For centuries, the meaning of the mysterious and mystical Egyptian hieroglyphs baffled the greatest minds in the world. Then, in 1799, the discovery of the most famous piece of rock in archaeology unravelled the secrets of the script.

A forgotten script

Hieroglyphs dominated the landscape of the Egyptian civilisation. These elaborate symbols were ideal for inscriptions on the walls of majestic temples and monuments, and indeed the Greek word hieroglyphica means 'sacred carvings', but they were too fussy for day-to-day scribbling, so other scripts were evolved in Egypt in parallel. These were the 'hieratic' and 'demotic' scripts, which can crudely be thought of as merely different fonts of the hieroglyphic alphabet.
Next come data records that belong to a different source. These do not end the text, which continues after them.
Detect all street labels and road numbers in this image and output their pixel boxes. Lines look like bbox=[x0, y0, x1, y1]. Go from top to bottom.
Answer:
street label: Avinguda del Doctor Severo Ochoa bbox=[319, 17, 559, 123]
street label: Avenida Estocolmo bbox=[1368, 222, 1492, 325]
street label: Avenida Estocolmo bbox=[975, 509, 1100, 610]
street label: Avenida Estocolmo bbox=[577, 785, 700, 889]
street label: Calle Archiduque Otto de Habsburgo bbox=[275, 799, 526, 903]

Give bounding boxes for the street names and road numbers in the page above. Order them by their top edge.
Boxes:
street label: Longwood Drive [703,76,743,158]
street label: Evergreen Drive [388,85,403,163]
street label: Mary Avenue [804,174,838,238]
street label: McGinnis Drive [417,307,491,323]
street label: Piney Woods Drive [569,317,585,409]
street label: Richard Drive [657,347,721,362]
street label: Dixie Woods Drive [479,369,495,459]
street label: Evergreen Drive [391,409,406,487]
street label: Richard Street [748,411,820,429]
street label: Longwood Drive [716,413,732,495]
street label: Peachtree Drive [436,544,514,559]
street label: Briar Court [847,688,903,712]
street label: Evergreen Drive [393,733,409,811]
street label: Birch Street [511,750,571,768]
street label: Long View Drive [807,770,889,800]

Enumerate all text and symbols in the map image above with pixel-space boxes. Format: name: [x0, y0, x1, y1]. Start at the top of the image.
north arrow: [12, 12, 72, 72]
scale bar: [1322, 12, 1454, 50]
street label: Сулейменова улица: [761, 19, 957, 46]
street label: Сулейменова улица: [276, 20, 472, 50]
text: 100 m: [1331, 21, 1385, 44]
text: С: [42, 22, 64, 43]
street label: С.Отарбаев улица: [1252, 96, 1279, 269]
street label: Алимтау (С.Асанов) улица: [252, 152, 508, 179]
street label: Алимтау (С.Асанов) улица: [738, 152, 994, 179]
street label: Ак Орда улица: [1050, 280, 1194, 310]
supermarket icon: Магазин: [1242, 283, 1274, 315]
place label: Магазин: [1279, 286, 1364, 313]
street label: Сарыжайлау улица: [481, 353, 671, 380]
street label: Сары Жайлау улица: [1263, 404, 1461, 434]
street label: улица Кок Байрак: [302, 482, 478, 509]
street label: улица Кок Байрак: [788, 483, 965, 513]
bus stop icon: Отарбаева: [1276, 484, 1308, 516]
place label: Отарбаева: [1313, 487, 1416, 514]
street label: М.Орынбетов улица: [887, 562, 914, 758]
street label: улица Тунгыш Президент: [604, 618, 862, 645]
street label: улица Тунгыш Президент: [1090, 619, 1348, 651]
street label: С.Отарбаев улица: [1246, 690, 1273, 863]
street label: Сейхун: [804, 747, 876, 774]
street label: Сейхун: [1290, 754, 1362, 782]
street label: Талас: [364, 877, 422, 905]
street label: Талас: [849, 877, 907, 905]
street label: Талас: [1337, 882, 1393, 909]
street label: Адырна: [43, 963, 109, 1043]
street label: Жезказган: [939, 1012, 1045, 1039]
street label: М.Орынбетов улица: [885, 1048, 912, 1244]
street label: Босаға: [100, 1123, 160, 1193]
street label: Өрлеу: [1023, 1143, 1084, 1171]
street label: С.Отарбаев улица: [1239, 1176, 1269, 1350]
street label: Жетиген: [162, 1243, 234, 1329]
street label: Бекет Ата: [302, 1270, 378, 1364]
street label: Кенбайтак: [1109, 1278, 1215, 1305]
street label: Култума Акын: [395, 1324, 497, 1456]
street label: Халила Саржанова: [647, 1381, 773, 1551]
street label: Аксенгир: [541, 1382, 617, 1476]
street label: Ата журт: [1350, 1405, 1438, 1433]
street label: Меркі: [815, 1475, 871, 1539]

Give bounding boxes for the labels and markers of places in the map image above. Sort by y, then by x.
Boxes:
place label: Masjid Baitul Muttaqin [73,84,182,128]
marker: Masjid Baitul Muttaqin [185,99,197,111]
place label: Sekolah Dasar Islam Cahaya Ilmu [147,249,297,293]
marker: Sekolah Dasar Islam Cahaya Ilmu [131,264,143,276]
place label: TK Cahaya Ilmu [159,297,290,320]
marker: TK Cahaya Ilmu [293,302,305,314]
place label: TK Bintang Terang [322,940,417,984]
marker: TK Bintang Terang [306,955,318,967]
'The rise of Christianity was responsible for the extinction of Egyptian scripts...'

Then, towards the end of the fourth century AD, within a generation, the Egyptian scripts vanished. The last datable examples of ancient Egyptian writing are found on the island of Philae, where a hieroglyphic temple inscription was carved in AD 394 and where a piece of demotic graffiti has been dated to 450 AD. The rise of Christianity was responsible for the extinction of Egyptian scripts, outlawing their use in order to eradicate any link with Egypt's pagan past.

Detail of example of Coptic script
Ancient Egyptian Coptic script ©
The ancient scripts were replaced with 'Coptic', a script consisting of 24 letters from the Greek alphabet supplemented by six demotic characters used for Egyptian sounds not expressed in Greek. The ancient Egyptian language continued to be spoken, and evolved into what became known as the Coptic language, but in due course both the Coptic language and script were displaced by the spread of Arabic in the 11th century. The final linguistic link to Egypt's ancient kingdoms was then broken, and the knowledge needed to read the history of the pharaohs was lost.

'They assumed that hieroglyphs were nothing more than primitive picture writing...'

In later centuries, scholars who saw the hieroglyphs tried to interpret them, but they were hindered by a false hypothesis. They assumed that hieroglyphs were nothing more than primitive picture writing, and that their decipherment relied on a literal translation of the images they saw. In fact, the hieroglyphic script and its relatives are phonetic, which is to say that the characters largely represent distinct sounds, just like the letters in the English alphabet. It would take a remarkable discovery before this would be appreciated.